┏━━

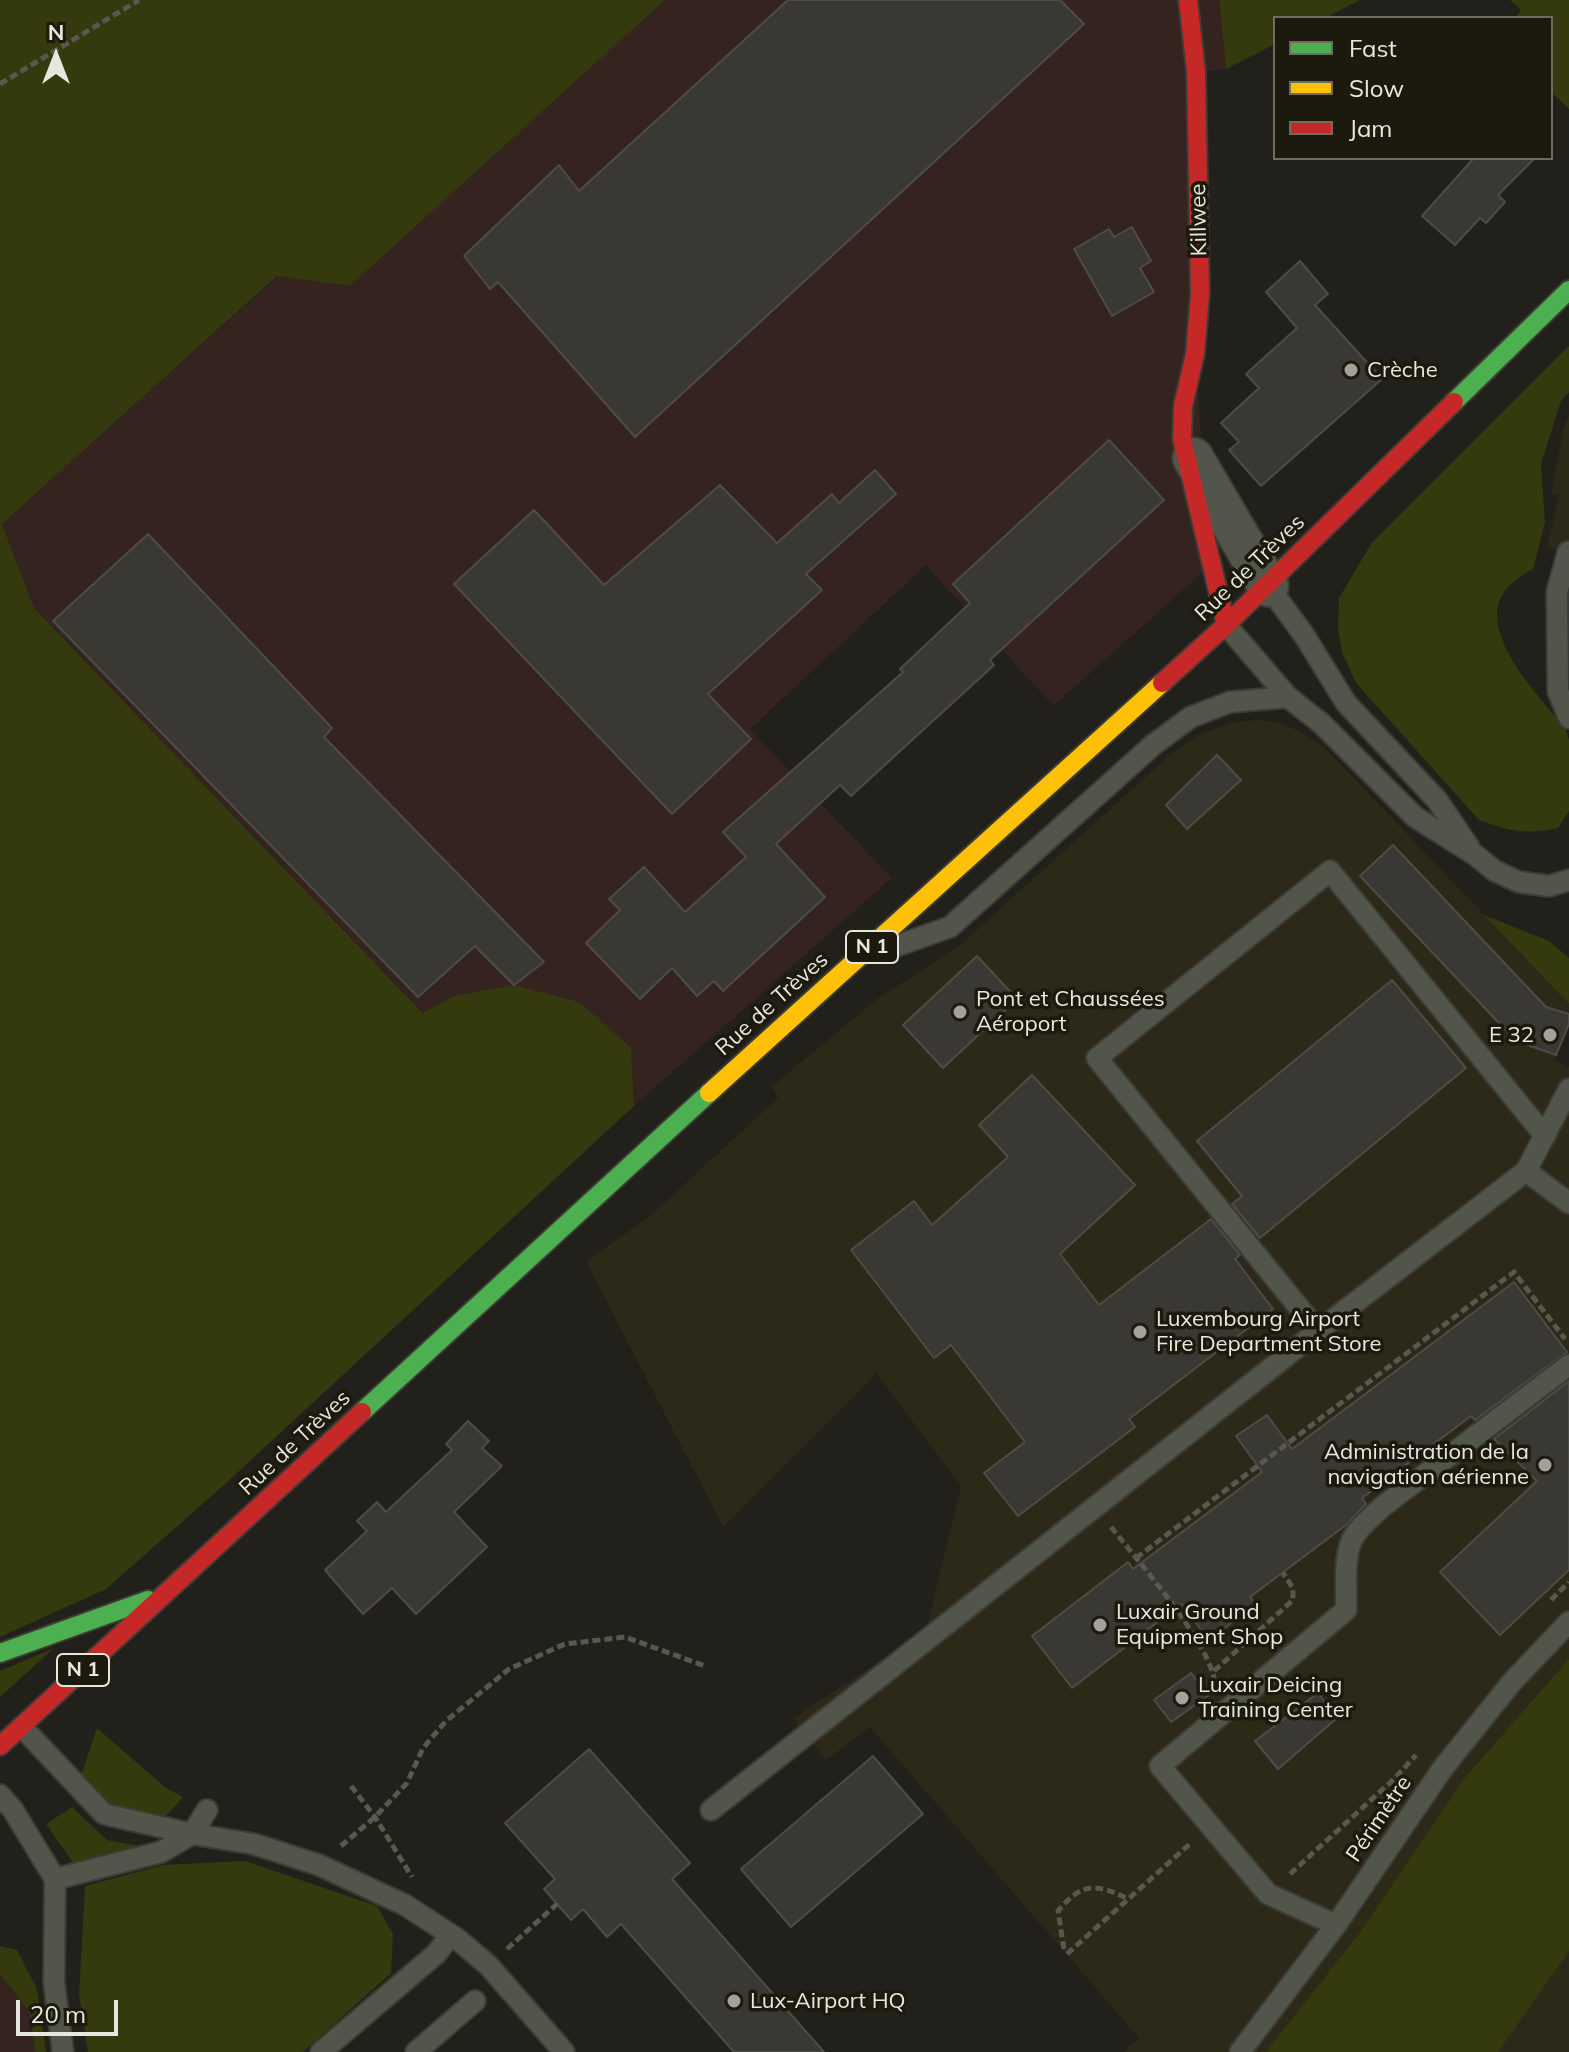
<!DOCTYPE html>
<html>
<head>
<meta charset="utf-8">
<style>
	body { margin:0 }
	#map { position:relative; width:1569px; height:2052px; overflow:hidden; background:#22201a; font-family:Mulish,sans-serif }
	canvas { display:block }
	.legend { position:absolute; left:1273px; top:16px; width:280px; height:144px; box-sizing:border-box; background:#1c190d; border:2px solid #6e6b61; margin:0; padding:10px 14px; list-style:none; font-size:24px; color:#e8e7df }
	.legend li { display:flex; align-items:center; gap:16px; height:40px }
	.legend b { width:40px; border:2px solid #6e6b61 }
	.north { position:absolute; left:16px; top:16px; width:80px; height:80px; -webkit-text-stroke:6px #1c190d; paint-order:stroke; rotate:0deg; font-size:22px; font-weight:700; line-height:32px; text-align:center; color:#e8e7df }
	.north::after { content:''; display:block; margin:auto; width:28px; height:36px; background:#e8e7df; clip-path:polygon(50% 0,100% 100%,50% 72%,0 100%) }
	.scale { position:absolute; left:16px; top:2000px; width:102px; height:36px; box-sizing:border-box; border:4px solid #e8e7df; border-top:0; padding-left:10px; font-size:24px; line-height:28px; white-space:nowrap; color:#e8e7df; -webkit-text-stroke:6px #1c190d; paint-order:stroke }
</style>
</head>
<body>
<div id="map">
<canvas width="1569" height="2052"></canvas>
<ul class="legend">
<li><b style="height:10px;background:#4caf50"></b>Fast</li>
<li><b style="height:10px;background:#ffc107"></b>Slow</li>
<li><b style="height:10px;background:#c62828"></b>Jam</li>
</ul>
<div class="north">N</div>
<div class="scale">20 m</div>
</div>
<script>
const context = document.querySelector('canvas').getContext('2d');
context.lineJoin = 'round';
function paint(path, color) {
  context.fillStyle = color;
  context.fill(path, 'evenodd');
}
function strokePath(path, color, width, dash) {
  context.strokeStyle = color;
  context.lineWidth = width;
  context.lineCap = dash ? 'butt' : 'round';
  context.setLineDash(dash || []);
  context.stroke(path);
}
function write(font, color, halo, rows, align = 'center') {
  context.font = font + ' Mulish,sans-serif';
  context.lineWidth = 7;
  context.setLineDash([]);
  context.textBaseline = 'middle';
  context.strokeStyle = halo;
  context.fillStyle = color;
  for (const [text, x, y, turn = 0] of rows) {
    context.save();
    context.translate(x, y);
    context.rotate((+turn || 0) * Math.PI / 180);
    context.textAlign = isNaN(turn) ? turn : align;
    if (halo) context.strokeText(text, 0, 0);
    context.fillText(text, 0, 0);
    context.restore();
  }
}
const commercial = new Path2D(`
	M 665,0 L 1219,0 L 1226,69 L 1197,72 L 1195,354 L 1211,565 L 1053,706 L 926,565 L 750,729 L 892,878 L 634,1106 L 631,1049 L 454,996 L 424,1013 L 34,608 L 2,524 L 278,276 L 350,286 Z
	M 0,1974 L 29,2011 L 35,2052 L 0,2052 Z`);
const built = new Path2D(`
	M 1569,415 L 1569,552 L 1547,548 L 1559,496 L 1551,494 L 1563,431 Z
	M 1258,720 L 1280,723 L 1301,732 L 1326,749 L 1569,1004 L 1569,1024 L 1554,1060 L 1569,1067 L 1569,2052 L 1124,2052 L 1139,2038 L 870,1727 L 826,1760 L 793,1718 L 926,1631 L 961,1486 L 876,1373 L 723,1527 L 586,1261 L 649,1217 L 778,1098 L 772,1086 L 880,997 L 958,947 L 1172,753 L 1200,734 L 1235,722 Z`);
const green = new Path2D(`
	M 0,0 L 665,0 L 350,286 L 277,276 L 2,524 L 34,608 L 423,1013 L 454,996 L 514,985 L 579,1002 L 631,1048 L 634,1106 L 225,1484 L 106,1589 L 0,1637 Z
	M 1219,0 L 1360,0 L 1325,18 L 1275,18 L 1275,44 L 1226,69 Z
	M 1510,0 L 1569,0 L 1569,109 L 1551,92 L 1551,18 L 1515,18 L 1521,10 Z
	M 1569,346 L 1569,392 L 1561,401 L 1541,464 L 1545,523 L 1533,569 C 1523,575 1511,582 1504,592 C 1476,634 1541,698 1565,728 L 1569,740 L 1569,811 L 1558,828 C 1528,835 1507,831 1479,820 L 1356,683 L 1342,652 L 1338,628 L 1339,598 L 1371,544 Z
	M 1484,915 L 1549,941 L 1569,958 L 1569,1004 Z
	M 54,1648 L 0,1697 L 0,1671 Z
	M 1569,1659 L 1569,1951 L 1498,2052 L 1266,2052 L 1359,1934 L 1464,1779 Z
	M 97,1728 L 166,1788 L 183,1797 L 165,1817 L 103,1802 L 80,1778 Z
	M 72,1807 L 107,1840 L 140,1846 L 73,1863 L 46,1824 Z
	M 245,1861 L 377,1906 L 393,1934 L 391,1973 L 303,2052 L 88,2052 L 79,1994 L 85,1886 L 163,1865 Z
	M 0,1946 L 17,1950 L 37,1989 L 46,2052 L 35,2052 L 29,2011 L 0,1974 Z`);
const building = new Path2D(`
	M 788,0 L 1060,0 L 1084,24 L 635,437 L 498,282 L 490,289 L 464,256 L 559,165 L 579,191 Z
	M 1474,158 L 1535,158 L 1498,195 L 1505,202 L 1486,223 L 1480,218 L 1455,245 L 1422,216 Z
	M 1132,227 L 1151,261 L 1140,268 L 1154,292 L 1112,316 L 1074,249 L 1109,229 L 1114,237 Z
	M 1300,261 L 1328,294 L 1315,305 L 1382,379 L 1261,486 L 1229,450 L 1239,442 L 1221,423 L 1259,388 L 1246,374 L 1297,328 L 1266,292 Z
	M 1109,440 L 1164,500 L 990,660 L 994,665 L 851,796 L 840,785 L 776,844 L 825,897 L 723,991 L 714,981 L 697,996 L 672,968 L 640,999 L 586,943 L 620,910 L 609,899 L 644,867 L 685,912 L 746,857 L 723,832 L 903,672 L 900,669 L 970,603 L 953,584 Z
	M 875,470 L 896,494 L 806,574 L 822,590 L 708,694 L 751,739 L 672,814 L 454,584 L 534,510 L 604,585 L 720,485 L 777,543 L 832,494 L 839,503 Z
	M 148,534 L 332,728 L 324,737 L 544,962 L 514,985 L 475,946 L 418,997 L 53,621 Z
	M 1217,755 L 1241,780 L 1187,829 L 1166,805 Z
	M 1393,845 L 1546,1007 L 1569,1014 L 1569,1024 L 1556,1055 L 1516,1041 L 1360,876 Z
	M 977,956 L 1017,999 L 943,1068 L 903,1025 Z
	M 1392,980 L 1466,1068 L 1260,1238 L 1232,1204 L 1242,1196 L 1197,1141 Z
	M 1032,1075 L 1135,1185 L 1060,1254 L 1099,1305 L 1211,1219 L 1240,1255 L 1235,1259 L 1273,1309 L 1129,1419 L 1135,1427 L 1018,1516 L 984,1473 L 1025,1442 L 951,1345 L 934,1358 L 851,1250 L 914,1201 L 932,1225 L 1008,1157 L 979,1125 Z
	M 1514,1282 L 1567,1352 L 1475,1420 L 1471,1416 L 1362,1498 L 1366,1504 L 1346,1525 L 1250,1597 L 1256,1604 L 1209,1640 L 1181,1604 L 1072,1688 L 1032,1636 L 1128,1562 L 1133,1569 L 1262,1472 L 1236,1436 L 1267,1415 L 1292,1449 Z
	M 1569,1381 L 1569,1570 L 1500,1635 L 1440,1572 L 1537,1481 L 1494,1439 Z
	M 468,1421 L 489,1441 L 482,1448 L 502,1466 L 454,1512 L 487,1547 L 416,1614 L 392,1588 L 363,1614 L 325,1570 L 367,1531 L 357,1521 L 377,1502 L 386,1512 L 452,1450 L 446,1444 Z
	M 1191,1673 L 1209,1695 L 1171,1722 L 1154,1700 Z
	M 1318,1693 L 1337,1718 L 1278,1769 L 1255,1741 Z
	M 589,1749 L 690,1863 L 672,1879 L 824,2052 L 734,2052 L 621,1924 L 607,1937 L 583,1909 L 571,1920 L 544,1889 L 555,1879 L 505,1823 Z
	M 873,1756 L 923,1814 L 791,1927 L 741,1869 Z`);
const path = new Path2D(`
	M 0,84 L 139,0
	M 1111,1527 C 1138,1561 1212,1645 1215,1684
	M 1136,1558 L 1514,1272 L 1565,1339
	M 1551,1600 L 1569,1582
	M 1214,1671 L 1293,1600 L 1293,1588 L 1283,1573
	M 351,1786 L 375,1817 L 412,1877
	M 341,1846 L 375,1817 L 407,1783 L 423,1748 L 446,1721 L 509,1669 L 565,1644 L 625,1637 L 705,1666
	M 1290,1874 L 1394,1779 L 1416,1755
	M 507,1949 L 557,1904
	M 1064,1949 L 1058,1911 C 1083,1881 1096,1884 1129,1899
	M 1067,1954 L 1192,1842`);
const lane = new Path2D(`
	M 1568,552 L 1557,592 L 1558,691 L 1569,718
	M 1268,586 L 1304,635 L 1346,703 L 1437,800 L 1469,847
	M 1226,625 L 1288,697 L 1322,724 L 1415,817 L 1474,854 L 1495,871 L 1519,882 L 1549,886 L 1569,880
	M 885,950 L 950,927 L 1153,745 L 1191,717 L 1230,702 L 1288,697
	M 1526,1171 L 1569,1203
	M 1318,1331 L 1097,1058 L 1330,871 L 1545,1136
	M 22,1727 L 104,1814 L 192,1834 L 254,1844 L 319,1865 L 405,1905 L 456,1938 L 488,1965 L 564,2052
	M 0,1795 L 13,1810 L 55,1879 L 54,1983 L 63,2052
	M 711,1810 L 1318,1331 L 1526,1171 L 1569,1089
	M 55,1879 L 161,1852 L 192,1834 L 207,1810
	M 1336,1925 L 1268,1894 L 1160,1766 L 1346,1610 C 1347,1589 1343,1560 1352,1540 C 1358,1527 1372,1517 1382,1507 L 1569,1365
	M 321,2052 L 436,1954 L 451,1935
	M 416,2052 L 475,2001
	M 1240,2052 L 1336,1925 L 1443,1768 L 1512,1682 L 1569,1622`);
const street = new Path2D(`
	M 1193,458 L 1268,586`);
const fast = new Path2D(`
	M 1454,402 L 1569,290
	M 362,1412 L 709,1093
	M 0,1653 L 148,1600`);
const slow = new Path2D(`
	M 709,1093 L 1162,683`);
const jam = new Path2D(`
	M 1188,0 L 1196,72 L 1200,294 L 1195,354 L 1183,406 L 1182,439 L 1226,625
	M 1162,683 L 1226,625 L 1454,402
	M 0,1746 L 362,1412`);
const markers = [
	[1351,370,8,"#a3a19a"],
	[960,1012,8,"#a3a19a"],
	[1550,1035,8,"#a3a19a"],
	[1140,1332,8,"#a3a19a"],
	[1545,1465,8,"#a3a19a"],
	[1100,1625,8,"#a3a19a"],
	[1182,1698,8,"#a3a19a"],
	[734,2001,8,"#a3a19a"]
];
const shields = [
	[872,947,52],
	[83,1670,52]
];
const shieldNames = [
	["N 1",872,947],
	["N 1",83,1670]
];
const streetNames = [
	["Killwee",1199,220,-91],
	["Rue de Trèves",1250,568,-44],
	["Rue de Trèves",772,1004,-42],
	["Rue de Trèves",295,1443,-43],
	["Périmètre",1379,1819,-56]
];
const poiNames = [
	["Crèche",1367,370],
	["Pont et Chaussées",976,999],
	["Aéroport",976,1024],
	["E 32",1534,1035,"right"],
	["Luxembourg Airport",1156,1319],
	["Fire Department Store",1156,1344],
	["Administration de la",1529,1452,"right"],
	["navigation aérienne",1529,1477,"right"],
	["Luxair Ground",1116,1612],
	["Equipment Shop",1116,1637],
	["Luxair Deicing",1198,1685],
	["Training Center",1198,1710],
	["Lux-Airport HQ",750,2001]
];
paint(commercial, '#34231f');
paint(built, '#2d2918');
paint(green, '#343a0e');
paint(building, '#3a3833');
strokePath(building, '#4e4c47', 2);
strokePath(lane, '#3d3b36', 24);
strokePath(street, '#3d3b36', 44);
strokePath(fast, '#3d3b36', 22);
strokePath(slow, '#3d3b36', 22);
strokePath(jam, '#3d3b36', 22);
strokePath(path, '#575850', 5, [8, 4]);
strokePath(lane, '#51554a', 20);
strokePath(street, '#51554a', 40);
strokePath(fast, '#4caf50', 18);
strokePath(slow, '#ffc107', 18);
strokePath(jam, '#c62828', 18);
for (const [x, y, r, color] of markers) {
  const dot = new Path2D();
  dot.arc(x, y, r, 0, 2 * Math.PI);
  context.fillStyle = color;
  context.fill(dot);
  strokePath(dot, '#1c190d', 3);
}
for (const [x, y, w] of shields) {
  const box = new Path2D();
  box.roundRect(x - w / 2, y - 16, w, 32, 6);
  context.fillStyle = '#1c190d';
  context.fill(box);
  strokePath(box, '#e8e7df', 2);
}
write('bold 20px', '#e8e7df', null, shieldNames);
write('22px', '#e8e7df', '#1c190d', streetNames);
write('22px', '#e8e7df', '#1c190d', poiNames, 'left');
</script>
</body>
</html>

┗━━

_WHAT IS NEEDED_
In the entries above, count each line holding the word "function" and give that count alone.

_WORKED SOLUTION_
3